» WHAT NEEDS TO BE DONE
Working through the entries below, find how many lines include "Siliguri", then write only that number.

» AVAILABLE DATA
━━━
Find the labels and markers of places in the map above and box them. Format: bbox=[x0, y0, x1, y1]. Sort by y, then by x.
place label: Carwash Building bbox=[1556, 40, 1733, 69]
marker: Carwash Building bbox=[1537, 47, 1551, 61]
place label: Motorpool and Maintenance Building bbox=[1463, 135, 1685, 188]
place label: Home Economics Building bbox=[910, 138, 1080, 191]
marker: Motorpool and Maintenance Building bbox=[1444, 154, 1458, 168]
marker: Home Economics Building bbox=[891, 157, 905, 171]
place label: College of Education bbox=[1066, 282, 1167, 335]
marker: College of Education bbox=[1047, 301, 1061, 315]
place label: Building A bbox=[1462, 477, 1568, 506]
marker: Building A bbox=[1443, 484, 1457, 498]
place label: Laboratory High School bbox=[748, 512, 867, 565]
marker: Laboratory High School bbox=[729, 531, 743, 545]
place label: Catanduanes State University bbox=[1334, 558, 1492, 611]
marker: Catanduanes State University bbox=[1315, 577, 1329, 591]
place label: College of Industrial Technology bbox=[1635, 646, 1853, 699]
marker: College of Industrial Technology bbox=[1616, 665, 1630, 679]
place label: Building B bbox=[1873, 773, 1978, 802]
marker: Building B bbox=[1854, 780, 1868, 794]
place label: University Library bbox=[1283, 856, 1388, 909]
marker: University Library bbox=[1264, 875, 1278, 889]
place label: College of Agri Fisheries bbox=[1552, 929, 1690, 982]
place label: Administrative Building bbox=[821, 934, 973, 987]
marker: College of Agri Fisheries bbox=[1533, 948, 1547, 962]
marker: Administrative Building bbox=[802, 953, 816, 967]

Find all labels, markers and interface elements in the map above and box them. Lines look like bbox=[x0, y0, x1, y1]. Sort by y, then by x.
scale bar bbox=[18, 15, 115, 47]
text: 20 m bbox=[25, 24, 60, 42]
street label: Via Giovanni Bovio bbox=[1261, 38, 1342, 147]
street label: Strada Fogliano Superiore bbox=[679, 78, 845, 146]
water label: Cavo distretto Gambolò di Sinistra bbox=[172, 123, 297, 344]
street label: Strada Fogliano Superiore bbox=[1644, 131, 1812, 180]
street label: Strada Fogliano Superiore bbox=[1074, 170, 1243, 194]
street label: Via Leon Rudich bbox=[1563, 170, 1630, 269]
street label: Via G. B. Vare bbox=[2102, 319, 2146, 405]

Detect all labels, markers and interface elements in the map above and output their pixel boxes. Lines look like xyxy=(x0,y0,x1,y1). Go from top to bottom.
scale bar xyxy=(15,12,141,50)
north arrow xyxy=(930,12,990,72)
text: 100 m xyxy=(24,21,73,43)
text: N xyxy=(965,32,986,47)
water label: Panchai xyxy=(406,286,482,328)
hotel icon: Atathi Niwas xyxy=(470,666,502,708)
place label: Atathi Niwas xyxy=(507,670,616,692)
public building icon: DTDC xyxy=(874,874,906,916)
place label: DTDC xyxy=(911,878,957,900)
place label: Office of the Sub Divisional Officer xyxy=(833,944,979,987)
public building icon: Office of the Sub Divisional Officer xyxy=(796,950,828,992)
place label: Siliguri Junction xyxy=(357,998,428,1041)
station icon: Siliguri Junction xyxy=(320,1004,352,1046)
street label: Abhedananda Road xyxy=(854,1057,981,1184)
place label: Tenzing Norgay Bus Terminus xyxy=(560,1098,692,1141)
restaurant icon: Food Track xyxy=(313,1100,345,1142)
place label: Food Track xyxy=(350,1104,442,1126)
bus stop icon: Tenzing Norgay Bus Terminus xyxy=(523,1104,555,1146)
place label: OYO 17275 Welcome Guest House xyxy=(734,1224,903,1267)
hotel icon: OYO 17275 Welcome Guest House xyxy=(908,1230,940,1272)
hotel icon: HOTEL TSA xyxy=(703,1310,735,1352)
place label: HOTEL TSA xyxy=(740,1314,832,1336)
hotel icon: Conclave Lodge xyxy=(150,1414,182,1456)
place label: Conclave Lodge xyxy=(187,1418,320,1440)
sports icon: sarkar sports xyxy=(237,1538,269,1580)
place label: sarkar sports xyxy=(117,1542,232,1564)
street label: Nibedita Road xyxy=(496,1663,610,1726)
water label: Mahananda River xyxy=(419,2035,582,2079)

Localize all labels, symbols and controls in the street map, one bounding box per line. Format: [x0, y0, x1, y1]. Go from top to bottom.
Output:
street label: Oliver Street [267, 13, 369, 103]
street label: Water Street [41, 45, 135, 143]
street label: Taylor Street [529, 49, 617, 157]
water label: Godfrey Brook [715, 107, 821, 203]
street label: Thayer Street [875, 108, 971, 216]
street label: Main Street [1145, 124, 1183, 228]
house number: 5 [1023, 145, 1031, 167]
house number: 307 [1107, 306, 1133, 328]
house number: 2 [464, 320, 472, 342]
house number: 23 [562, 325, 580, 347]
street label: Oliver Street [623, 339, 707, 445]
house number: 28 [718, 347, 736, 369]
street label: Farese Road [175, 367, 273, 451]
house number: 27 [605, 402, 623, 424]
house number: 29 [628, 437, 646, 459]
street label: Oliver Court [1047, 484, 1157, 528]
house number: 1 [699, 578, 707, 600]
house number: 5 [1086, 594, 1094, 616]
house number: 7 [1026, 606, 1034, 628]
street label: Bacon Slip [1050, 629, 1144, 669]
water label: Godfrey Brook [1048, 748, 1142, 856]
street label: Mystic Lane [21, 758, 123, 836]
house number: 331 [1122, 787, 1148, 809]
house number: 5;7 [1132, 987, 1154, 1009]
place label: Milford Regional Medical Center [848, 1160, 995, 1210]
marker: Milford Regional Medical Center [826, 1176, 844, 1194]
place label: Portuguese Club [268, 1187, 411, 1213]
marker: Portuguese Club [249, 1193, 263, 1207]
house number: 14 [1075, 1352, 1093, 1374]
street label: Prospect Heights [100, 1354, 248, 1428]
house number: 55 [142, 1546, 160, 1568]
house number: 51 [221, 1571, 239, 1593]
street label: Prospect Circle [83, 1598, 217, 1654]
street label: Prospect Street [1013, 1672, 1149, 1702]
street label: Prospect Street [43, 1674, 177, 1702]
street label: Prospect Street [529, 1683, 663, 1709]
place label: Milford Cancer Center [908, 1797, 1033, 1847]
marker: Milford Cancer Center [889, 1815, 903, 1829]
━━━
» SOLVED PROBLEM
2